• _What you need to do_:
Return each line below holding the string "function".

* * *

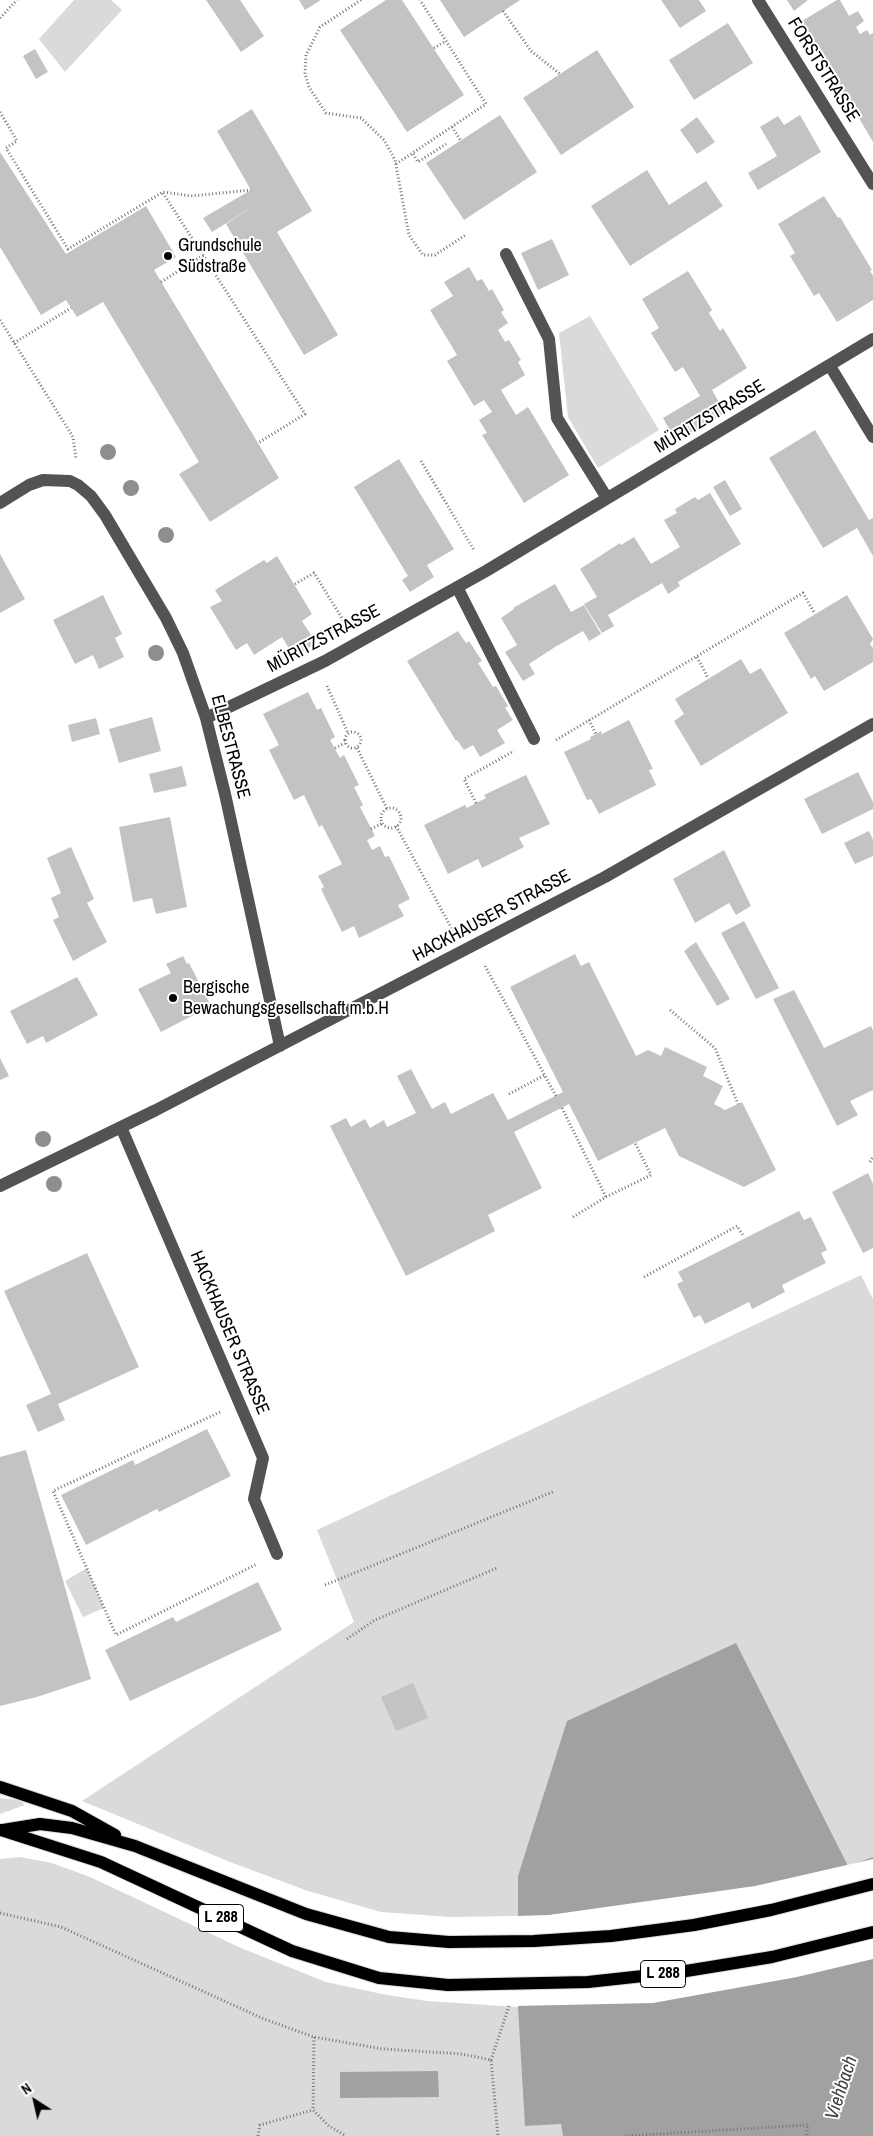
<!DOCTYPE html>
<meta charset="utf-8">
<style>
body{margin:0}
#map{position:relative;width:873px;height:2136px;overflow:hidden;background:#fff;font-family:"Archivo Narrow",sans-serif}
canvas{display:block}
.north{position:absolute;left:10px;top:2076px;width:50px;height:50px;-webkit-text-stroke:4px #fff;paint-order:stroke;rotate:325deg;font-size:14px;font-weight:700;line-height:20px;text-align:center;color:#000}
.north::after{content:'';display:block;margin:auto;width:18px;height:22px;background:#000;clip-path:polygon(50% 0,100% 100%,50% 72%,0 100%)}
</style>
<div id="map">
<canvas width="873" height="2136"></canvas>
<div class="north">N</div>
</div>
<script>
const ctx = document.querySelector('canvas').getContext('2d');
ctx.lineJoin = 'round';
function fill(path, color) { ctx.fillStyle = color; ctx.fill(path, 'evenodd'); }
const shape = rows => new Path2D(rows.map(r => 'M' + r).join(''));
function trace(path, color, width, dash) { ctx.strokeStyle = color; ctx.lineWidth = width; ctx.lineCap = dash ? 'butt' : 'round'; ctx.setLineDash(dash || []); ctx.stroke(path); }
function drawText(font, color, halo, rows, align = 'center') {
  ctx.font = font + ' "Archivo Narrow",sans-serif'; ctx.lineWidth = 4; ctx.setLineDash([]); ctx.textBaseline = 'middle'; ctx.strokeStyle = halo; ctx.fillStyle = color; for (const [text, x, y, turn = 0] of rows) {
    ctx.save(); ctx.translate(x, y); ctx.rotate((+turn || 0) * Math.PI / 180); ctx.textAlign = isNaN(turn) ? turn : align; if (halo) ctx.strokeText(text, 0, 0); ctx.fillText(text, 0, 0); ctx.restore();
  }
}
fill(shape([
 [74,0,111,0,122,10,65,72,39,39],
 [590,316,659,430,598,468,568,417,559,333],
 [861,1275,873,1299,873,1859,848,1866,517,1916,451,1917,381,1912,308,1891,230,1862,82,1801,354,1622,317,1530],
 [87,1568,104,1608,83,1617,65,1581],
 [0,1798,20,1800,25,1805,0,1814],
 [20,1857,52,1863,90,1877,241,1948,326,1982,387,1995,427,2001,518,2007,873,2136,0,2136,0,1859]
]), '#dadada');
fill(shape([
 [736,1643,848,1866,873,1857,873,2136,563,2136,561,2124,525,2126,518,2007,518,1876,567,1721],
 [438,2071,439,2097,340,2098,340,2072]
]), '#a1a1a1');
fill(shape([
 [873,1859,873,1959,797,1977,653,2003,515,2006,515,1916,549,1915,755,1886]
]), '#fff');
fill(shape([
 [206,0,240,0,264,36,241,52],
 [299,0,321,0,305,10],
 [386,0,402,0,464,95,407,132,340,30],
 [440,0,520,0,464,37],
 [661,0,699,0,706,11,680,28],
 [787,0,808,0,794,11],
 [837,0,840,0,849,16,858,11,864,21,856,27,860,34,867,30,870,35,873,33,873,142,802,21],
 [728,23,753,63,694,100,669,60],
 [35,49,48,72,36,79,23,56],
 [597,50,634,107,561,155,523,98],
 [252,109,312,211,277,232,338,335,304,355,226,224,259,203,212,232,203,218,251,190,217,131],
 [500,115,537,172,464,220,426,163],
 [800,115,821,152,758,190,748,173,777,156,760,127,778,116,784,125],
 [697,117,715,142,697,154,680,130],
 [0,152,66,254,146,206,176,257,154,270,279,478,210,522,179,474,199,462,103,302,77,317,66,300,41,315,0,247],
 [647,170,669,205,706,181,723,206,630,266,591,206],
 [824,196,838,218,840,217,872,270,870,271,873,276,873,300,837,322,819,293,814,296,790,256,795,253,778,224],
 [552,239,569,275,538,290,521,253],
 [469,267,477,281,482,279,489,291,492,289,504,310,501,312,508,323,498,330,505,342,509,340,521,360,518,362,525,375,501,390,516,415,528,407,569,475,524,503,482,435,487,433,479,420,492,412,484,400,474,406,447,361,457,355,430,310,453,296,444,282],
 [688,271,712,310,709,313,720,331,723,328,747,368,712,390,725,413,676,441,663,418,700,396,683,367,675,372,651,333,659,328,642,299],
 [815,430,869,520,873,518,873,556,857,528,823,548,769,458],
 [399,459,454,549,427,565,434,577,410,592,402,580,408,576,354,487],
 [725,480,742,509,730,516,713,487],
 [710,493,741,544,678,582,680,586,668,594,662,583,608,615,614,626,602,633,584,604,597,597,580,569,620,543,621,545,634,537,651,564,680,547,664,520,677,513,675,509,695,497,698,500],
 [0,554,25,599,0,613],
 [277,556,312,614,302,621,316,643,294,657,282,637,254,655,247,643,236,650,210,607,222,601,215,590,264,560,267,563],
 [555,584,571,612,584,605,601,634,589,641,583,631,555,647,529,664,535,674,523,681,505,652,517,645,501,618,514,609,513,608],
 [103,595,122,634,115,638,124,657,99,669,93,655,75,664,53,620],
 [847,595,873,639,870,644,873,648,873,662,824,691,815,676,811,679,784,633],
 [458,631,466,643,469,641,482,661,478,663,493,687,496,686,508,706,505,708,513,720,497,730,505,743,480,757,473,745,464,750,457,740,456,741,407,661],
 [741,659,750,674,761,668,788,713,701,766,674,721,684,714,675,699],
 [308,692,317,710,321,708,335,737,330,740,340,758,344,755,359,785,354,787,363,805,360,807,375,836,367,840,372,850,380,846,385,857,389,856,410,899,398,905,404,916,359,938,354,926,342,932,321,889,324,887,318,876,342,864,322,825,319,827,304,795,294,800,269,750,279,745,263,714],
 [152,717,161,751,119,763,109,729],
 [96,718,100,734,72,742,68,725],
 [629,720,653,769,649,770,656,785,599,814,591,799,587,800,564,752,591,739,590,737,596,734,601,731,602,734],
 [182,766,187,786,154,793,149,774],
 [858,772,873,802,873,809,822,834,804,799],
 [526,775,550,824,519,838,524,847,482,868,478,859,448,874,424,825,465,805,467,808,476,803,486,798,484,795],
 [170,817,187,907,156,914,152,898,133,902,119,827],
 [869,831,873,840,873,856,855,864,844,843],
 [71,847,94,899,87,903,107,942,73,961,53,920,59,917,51,898,61,893,47,858],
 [724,850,751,906,736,915,729,903,695,923,673,879],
 [744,921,779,988,756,999,721,933],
 [696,942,730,999,717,1006,684,951],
 [575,954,581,966,589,962,636,1056,648,1050,661,1056,665,1047,707,1067,703,1076,723,1086,714,1104,725,1110,742,1102,776,1170,744,1187,679,1156,665,1128,598,1161,569,1104,514,1132,542,1188,488,1215,495,1231,406,1276,330,1126,346,1118,351,1127,365,1119,370,1128,384,1120,387,1127,416,1113,397,1076,411,1069,432,1109,445,1102,451,1114,493,1093,508,1120,563,1092,510,987],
 [183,956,187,964,189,963,211,1006,161,1032,138,989,171,973,166,964],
 [77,977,98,1015,46,1043,43,1036,27,1044,10,1011],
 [794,990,824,1048,871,1026,873,1031,873,1090,850,1101,858,1115,837,1126,773,999],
 [0,1058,9,1076,0,1080],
 [868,1173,873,1184,873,1248,863,1253,832,1192],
 [799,1211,804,1220,811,1217,827,1250,821,1253,826,1263,782,1285,785,1292,752,1309,749,1302,705,1324,700,1315,694,1318,677,1284,683,1281,678,1272],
 [87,1253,139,1367,58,1404,65,1420,38,1432,26,1405,51,1394,4,1291],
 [207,1429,231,1476,159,1512,157,1509,86,1545,61,1495,133,1460,135,1465],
 [26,1450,91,1679,37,1697,0,1706,0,1457],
 [258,1582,282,1630,130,1701,105,1650,173,1617,176,1622],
 [413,1683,428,1718,396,1731,381,1697]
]), '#c3c3c3');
const major = shape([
 [0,1787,72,1811,115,1835],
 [1,1830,101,1862,292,1951,379,1978,448,1985],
 [3,1830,40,1824,72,1828,135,1846,306,1914,389,1937,449,1942]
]);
trace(major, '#dbdbdb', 14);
trace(shape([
 [361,0,320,27,306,55,305,74,309,87,326,113,361,118,384,140,395,160,409,235,423,255,435,255,467,234],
 [503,11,531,51,560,74],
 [0,18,17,0],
 [434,48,446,41],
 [0,112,17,141,6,148,68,249,163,192,191,196,251,190],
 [452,127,461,141],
 [413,154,418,162,446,144],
 [396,164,486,104,420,0],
 [163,193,305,414,258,443],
 [161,282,204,255],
 [0,320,73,437,76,459],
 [14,343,71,308],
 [421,461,474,550],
 [295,584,314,573,345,623],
 [697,657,708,678],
 [327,686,348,733],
 [589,720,596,734],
 '345 740a8 8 0 1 1 16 0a8 8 0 1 1-16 0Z',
 [556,740,803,593,815,614],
 [335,748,345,743],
 [357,748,387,809],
 [476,803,464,779,514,751],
 '381 818a10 10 0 1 1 20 0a10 10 0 1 1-20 0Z',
 [396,826,453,931],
 [371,829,383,823],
 [485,966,556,1096],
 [670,1010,715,1048,738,1104],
 [509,1094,545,1075],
 [562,1108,606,1197],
 [870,1162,873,1157],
 [573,1217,606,1197,651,1175,635,1143],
 [644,1277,737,1226,744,1237],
 [220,1412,53,1491,116,1635,257,1564],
 [325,1585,555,1491],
 [347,1639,375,1620,497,1568],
 [0,1913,61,1927,264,2019,314,2037,383,2049,462,2054,491,2060,498,2136],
 [314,2037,313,2110,329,2126,346,2136],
 [491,2060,509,2006],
 [258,2136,260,2125,313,2110],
 [625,2136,808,2125,806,2136]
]), '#757575', 3, [1, 2.5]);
trace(shape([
 [758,0,873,184],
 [506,254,549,339,557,418,607,498],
 [830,366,873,437],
 [0,503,29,485,43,480,70,481,78,485,91,496,105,515,166,618,183,653,206,718,225,794,280,1046],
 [457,587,534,739],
 [206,718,325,661,486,571,873,339],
 [121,1127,263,1458,254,1499,277,1554],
 [0,1186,156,1110,605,877,873,724]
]), '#535353', 12);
trace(major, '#000', 12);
const majorBridge = shape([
 [449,1942,534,1941,611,1936,694,1925,771,1910,873,1884],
 [448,1985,588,1982,680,1972,772,1957,873,1932]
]);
trace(majorBridge, '#dbdbdb', 14, []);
trace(majorBridge, '#000', 12);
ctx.fillStyle = '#8e8e8e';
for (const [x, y] of [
 [108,452],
 [131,488],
 [166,535],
 [156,653],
 [43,1139],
 [54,1184]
]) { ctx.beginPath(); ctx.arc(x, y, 8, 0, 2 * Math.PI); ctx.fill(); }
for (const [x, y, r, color] of [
 [168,256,5,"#000"],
 [173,998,5,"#000"]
]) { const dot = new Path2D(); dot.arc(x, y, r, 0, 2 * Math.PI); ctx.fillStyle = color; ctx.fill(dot); trace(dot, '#fff', 2); }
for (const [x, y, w] of [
 [221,1918,45],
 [663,1974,45]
]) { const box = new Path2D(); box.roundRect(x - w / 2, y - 13.5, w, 27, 4); ctx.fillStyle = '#fff'; ctx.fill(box); trace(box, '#000', 1); }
drawText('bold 16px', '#000', null, [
 ["L 288",221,1918],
 ["L 288",663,1974]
]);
drawText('18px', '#000', '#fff', [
 ["FORSTSTRASSE",823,70,58],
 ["MÜRITZSTRASSE",710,417,-31],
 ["MÜRITZSTRASSE",324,639,-28],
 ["ELBESTRASSE",230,747,75],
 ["HACKHAUSER STRASSE",492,916,-28],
 ["HACKHAUSER STRASSE",229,1333,67]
]);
drawText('18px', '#000', '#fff', [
 ["Grundschule",178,246],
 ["Südstraße",178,267],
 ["Bergische",183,988],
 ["Bewachungsgesellschaft m.b.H",183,1009]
], 'left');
drawText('italic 19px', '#424242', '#fff', [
 ["Viehbach",842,2088,-72]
]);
</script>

* * *

• _Exercise response_:
function fill(path, color) { ctx.fillStyle = color; ctx.fill(path, 'evenodd'); }
function trace(path, color, width, dash) { ctx.strokeStyle = color; ctx.lineWidth = width; ctx.lineCap = dash ? 'butt' : 'round'; ctx.setLineDash(dash || []); ctx.stroke(path); }
function drawText(font, color, halo, rows, align = 'center') {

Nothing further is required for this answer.